Auch die Kostenperspektive ist ein zentraler Punkt für die Marktdurchdringung. Der Bund wird den Angaben zufolge mit knapp 200 Millionen Euro im Jahr 2027 belastet, bis 2030 steigen die Kosten auf etwa 411 Millionen Euro. Für Finanzinstitute ist das vor allem deshalb relevant, weil die Förderung die Nutzerbasis vergrößert und damit neue Depoterlebnisse in Apps und Beratungssystemen anstoßen kann. In der Branche zeigt man deshalb Interesse: Sparkassen wollen spezielle Depotkonzepte in ihre Anwendungen integrieren, und ein Anbieter wie Trade Republic bereitet entsprechende Produkte vor. Für zertifizierte Depots soll zudem eine Kostenobergrenze von unter einem Prozent pro Jahr gelten; Verbraucherschützer fordern demgegenüber eine Deckelung auf 0,5 Prozent. Genau hier entscheidet sich, ob die staatliche Förderung in der Praxis ihre Renditevorteile tatsächlich trägt oder ob laufende Gebühren den Effekt teilweise auffressen.

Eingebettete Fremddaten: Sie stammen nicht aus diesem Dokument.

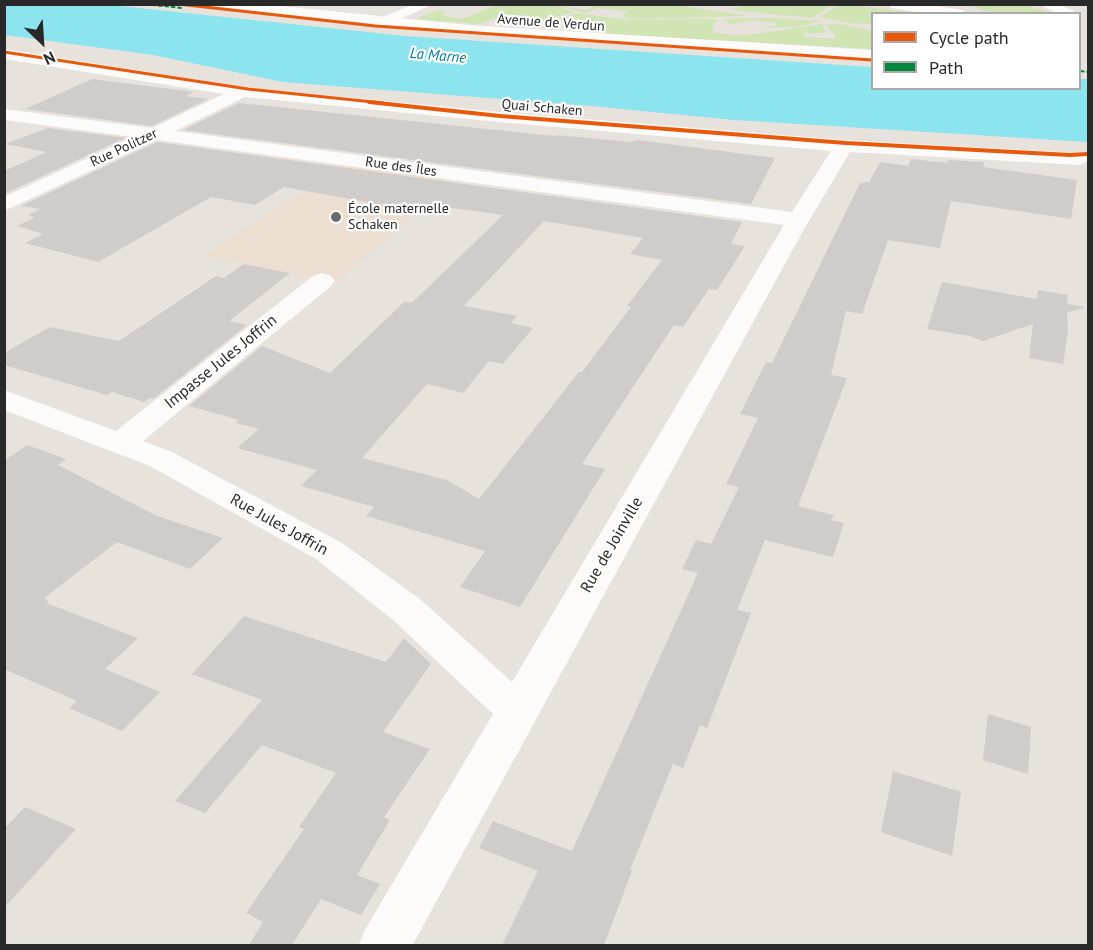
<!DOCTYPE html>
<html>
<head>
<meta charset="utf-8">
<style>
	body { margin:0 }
	#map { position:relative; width:1093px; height:950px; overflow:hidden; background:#e8e2dd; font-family:"PT Sans",sans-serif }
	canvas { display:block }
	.frame { position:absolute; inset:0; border:6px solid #292929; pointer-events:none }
	.legend { position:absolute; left:871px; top:12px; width:210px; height:78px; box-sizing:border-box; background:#fff; border:2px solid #a9a9a9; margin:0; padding:8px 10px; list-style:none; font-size:18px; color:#292929 }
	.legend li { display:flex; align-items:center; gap:12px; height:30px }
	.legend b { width:30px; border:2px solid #a9a9a9 }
	.north { position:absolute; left:12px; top:12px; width:60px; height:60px; -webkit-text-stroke:4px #fff; paint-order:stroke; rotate:155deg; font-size:16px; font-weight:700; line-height:24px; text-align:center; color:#292929 }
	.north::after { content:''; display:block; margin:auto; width:21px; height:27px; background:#292929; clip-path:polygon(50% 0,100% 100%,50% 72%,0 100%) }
</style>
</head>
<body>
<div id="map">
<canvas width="1093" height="950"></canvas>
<div class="frame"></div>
<ul class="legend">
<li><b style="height:8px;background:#e8590c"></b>Cycle path</li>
<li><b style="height:8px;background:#00873e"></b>Path</li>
</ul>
<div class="north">N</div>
</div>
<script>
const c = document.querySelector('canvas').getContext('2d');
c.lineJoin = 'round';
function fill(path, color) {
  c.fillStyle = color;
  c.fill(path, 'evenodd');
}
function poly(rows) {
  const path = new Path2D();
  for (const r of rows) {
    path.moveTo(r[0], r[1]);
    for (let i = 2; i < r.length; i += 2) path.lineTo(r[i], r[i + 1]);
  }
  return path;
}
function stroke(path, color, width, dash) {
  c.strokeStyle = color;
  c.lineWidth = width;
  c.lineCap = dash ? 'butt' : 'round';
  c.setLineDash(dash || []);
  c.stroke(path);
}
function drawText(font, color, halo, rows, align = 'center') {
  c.font = font + ' "PT Sans",sans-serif';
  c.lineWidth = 4.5;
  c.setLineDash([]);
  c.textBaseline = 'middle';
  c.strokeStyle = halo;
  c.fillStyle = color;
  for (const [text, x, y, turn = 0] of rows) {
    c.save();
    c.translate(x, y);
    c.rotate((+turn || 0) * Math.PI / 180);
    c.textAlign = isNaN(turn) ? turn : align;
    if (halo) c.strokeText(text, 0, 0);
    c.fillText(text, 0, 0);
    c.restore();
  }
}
fill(poly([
	[346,165,452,179,337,282,203,256]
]), '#ecdfd1');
fill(poly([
	[499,4,553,5,586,10,598,5,668,4,748,16,631,19,621,16,628,12,599,8,586,13,557,6,574,12,543,21,495,18,480,24,415,19,438,10,447,11,441,15,462,19],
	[748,4,833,4,833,5,812,18,730,10],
	[838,5,851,5,917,13,872,14,872,24,848,23,820,17],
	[970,5,1023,5,1052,13,1005,13,984,11],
	[577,13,627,20,713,19,718,20,712,25,713,33,735,35,758,34,822,24,826,33,805,33,803,37,837,39,826,24,845,25,872,31,872,49,594,33,564,23,547,21],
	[739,18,771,18,821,21,796,27,768,28,762,27,776,26,776,23,755,20,731,24,722,20]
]), '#d0e4b4');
fill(poly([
	[4,5,111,5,405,36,872,67,872,88,1080,88,1080,79,1088,79,1088,142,734,120,591,106,283,82,153,55,5,35]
]), '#8ce4ee');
fill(poly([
	[92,79,194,92,185,96,208,99,152,126,25,109],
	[239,103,554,136,556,135,630,142,638,140,775,158,751,204,183,130],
	[48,128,125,138,4,194,4,171,47,152,5,144],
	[157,142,742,222,731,244,745,246,717,290,709,289,683,327,674,325,582,464,605,469,520,607,460,587,485,551,366,516,374,507,301,486,317,470,237,448,259,429,236,423,239,420,189,406,262,346,330,373,404,302,411,303,418,297,503,215,414,203,406,209,284,187,255,205,211,197,98,262,25,243,43,234,17,226,35,217,28,215,40,209,21,206],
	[544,221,643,238,630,254,662,260,627,306,631,307,582,372,579,372,479,499,447,480,362,458,427,384,463,393,489,361,503,364,533,328,511,323,517,316,464,306],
	[911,159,947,163,948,160,984,162,983,167,1077,180,1071,219,951,201,940,248,888,240,862,314,846,311,831,375,847,378,798,506,834,515,831,520,844,523,833,557,765,540,737,610,751,613,707,728,700,725,683,768,673,764,630,870,632,871,604,945,502,945,538,871,479,848,493,821,572,851,698,573,682,569,696,540,711,544,739,487,726,484,758,418,740,414,766,362,772,363,860,183,869,182,880,162,908,166],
	[244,264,290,273,229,321,247,325,153,399,150,398,144,402,112,392,107,395,4,365,4,353,50,327,119,341,216,276,224,278],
	[942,282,1037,299,1038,290,1068,295,1067,304,1085,307,1067,313,1068,331,1063,364,1029,358,1033,324,983,341,970,336,927,329],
	[27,445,66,459,58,465,157,516,223,538,190,569,117,542,44,598,49,601,46,603,138,638,105,669,160,692,122,731,69,708,77,701,4,669,4,461],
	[244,616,386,662,404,638,431,664,383,732,430,749,384,817,390,820,357,875,380,884,361,915,321,899,292,945,249,945,263,922,246,913,304,829,299,827,336,773,262,745,205,813,175,801,262,700,192,674],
	[988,714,1031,727,1028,774,983,760],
	[893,771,961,792,952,856,881,832],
	[25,807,76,829,4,908,4,829]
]), '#d0ccc9');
fill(poly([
	[414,4,433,4,388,25,378,25,376,22,378,19,414,4],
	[886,4,925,4,962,10,969,14,929,14,892,8,886,4],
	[1039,4,1059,4,1079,14,1058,14,1039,4],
	[4,49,243,87,499,112,844,140,1080,153,1087,155,1088,161,1080,165,850,152,804,229,412,946,358,946,366,928,493,714,392,619,316,559,150,466,4,410,4,390,116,431,313,276,322,273,331,276,335,281,331,286,143,441,172,452,342,543,420,599,512,682,784,225,157,140,4,211,4,197,133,137,4,120,4,109,152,128,224,94,4,59,4,49],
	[245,97,499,122,831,151,792,212,175,131,245,97]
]), '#fcfbfa');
fill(poly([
	[209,4,262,4,468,25,872,50,872,60,468,33,215,8,209,4]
]), '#fcfbfa');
stroke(poly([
	[145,4,182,8],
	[1080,71,1088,72]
]), '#00873e', 2, [4.5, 2]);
stroke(poly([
	[178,4,375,26,872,60],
	[4,52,248,89,383,103]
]), '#e8590c', 3);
stroke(poly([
	[369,102,500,116,846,143,1070,155,1088,154]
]), '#e8590c', 4);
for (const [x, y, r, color] of [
	[336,217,6,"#6c6a68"]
]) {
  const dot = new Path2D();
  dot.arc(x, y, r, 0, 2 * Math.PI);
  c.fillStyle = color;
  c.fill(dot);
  stroke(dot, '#fff', 2);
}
drawText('14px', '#292929', '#fff', [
	["Avenue de Verdun",551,23,4],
	["Quai Schaken",542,108,5],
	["Rue Politzer",124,148,-25],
	["Rue des Îles",401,167,8]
]);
drawText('14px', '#292929', '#fff', [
	["École maternelle",348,209],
	["Schaken",348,225]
], 'left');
drawText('italic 15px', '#077c99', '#fff', [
	["La Marne",438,56,5]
]);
drawText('16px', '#292929', '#fff', [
	["Impasse Jules Joffrin",221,362,-39],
	["Rue Jules Joffrin",279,525,29],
	["Rue de Joinville",612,545,-60]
]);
</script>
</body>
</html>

Während die Grundidee auf Zustimmung stößt, ist die Ausgestaltung politisch und sozial umstritten. Ein Kritikpunkt richtet sich auf ältere Geschwister oder Studierende: Wer nicht in den begünstigten Jahrgängen startet, bekommt die Förderung nicht. Der Entwurf nennt die Förderung ab Jahrgang 2020, wodurch ältere Kinder leer ausgehen. Zusätzlich endet die staatliche Förderung mit 18 Jahren, was besonders für Schüler und Studierende problematisch sein kann, weil der Übergang in die „Erwachsenenvorsorge“ oft erst mit dem Berufsstart erfolgt. Juristen und Fachjournalisten argumentieren deshalb, dass Stichtagsregeln eine Vorsorgelücke erzeugen können, die sich über Lebensphasen hinweg verfestigt. Der Deutsche Gewerkschaftsbund wiederum bemängelt die Höhe der Förderung: 10 Euro monatlich würden nach 60 Jahren rechnerisch eine Bruttorente von etwa 30 Euro ergeben, so die Kritik – das löse das Rentenproblem nicht.

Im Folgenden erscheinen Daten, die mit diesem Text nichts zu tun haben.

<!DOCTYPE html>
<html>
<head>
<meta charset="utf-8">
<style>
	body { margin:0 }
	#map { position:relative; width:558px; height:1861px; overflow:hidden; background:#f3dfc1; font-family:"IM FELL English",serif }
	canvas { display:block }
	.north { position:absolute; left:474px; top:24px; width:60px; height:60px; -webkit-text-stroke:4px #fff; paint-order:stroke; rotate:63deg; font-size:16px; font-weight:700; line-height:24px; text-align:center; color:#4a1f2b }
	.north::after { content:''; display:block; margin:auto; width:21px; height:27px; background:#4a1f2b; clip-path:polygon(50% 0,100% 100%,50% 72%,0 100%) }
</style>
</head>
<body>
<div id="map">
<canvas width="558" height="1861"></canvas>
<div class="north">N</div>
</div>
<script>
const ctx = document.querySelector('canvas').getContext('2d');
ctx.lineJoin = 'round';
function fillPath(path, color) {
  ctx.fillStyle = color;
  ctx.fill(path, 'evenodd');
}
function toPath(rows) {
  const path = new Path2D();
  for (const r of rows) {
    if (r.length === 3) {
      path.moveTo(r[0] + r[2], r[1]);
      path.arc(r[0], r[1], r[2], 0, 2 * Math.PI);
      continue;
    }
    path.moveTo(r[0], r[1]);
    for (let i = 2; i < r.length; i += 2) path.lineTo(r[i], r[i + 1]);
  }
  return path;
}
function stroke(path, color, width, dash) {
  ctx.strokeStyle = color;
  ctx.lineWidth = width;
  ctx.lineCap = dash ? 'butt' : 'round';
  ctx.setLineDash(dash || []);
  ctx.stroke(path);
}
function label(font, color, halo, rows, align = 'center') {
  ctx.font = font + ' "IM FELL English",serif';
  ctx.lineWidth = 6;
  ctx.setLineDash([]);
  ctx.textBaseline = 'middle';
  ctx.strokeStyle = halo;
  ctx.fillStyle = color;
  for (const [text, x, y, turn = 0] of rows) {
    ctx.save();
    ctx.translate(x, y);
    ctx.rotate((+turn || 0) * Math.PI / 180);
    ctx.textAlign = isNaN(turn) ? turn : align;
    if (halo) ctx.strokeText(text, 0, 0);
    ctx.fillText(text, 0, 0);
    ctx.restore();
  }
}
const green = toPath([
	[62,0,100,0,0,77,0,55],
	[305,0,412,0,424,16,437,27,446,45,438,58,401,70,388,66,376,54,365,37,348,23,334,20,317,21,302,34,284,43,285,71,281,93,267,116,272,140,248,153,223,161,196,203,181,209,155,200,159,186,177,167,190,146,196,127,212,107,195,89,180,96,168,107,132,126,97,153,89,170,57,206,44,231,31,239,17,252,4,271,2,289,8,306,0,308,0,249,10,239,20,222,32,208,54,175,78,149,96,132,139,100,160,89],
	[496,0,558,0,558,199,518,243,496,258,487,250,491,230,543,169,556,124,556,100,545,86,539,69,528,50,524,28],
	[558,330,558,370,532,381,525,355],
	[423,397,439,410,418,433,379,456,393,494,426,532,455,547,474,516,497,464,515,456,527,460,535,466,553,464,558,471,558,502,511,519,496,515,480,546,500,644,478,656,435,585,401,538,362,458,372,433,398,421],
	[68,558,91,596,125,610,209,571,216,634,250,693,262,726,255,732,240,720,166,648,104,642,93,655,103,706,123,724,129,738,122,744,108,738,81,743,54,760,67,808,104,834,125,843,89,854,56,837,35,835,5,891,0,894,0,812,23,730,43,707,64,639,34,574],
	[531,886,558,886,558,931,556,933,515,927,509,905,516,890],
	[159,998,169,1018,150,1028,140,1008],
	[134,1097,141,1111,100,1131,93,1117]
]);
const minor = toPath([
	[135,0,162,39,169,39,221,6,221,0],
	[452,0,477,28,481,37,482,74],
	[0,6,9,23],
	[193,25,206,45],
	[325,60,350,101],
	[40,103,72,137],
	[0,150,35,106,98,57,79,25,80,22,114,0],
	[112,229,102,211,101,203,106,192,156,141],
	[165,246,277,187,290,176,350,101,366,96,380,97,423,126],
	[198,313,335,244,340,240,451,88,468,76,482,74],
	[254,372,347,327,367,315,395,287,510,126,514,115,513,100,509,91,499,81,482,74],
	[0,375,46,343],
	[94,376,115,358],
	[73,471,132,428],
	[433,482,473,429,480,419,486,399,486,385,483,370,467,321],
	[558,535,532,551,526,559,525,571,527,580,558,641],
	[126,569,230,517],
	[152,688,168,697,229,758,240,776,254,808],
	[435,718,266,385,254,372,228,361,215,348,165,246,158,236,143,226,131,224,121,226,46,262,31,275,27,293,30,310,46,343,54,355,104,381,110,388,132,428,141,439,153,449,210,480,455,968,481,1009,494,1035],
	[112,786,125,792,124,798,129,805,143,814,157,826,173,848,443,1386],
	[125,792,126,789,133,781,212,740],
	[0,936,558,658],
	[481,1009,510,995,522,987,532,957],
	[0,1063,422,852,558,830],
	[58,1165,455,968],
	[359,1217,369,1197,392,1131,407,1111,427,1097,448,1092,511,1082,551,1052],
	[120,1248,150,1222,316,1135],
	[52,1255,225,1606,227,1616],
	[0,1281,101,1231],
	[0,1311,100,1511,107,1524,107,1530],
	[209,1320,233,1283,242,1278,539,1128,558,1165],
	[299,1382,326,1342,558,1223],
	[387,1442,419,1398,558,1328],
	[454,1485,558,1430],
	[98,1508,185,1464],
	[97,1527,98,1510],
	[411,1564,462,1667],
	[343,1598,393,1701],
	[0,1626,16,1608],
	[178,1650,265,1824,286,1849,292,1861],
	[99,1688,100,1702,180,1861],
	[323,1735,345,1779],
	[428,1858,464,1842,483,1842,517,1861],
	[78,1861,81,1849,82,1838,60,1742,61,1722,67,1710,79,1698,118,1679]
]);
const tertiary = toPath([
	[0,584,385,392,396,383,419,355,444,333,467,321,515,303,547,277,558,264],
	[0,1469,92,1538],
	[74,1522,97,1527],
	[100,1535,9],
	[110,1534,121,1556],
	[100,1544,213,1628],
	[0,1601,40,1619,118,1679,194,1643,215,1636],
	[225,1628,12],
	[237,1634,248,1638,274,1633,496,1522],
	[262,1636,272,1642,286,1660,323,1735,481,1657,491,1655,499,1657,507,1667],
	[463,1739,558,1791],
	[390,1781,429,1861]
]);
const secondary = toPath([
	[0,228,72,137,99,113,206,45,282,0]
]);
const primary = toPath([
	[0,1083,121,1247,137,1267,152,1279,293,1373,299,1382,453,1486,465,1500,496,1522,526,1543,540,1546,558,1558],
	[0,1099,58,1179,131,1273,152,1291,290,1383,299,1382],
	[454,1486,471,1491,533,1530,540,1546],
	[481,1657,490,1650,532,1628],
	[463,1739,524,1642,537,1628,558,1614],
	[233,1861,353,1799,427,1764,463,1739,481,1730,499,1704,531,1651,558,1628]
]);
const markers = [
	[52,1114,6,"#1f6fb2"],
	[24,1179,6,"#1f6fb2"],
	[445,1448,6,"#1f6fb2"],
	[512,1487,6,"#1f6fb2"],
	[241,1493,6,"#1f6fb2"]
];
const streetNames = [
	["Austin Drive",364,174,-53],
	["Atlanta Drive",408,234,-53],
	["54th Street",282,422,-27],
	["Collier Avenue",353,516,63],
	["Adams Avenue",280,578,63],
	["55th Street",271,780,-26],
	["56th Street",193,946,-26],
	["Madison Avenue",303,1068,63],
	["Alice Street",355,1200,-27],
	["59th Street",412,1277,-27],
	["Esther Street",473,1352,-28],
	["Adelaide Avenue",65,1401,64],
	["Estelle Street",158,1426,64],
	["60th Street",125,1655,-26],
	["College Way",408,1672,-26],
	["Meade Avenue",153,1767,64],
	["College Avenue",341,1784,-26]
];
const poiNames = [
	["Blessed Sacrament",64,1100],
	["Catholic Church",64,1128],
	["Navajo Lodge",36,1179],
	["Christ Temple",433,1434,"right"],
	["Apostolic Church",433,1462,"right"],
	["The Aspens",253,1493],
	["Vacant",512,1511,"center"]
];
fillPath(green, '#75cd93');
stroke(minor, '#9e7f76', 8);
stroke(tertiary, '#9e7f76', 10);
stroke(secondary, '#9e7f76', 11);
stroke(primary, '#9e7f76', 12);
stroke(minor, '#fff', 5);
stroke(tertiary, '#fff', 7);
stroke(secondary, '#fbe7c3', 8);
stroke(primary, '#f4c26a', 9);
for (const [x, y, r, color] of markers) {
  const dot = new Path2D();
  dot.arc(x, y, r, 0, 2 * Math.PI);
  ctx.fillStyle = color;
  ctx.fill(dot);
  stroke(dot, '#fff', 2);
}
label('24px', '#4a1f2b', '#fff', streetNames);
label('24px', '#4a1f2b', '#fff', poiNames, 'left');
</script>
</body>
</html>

Für Unternehmen und besonders für die Umsetzung in der Beratungspraxis ergibt sich daraus eine anspruchsvolle Aufgabe: Systeme müssen Jahrgangslogik, Kindergeld-Kopplung, Depotzertifizierung und Kostenregeln konsistent abbilden. Gleichzeitig müssen sie verständlich erklären, was die staatliche Frühförderung leistet – und was sie eben nicht leistet, etwa im Hinblick auf die alleinige Sicherung des Lebensstandards. Für Eltern steht daher weniger die Frage „ob“ im Vordergrund, sondern „wie“: Wie können Zuzahlungen sinnvoll geplant werden, ohne dass Gebühren und Produktwechsel die langfristige Wirkung verwässern? Genau solche Fragen werden nun in den Fokus rücken, sobald klar ist, wie die zertifizierten Anbieter die Depots technisch und kaufmännisch ausprägen und wie die Übertragung bis zum 25. Lebensjahr in der Praxis abgewickelt wird. Der Gesetzentwurf soll noch 2026 verabschiedet werden und zum 1. Januar 2027 in Kraft treten.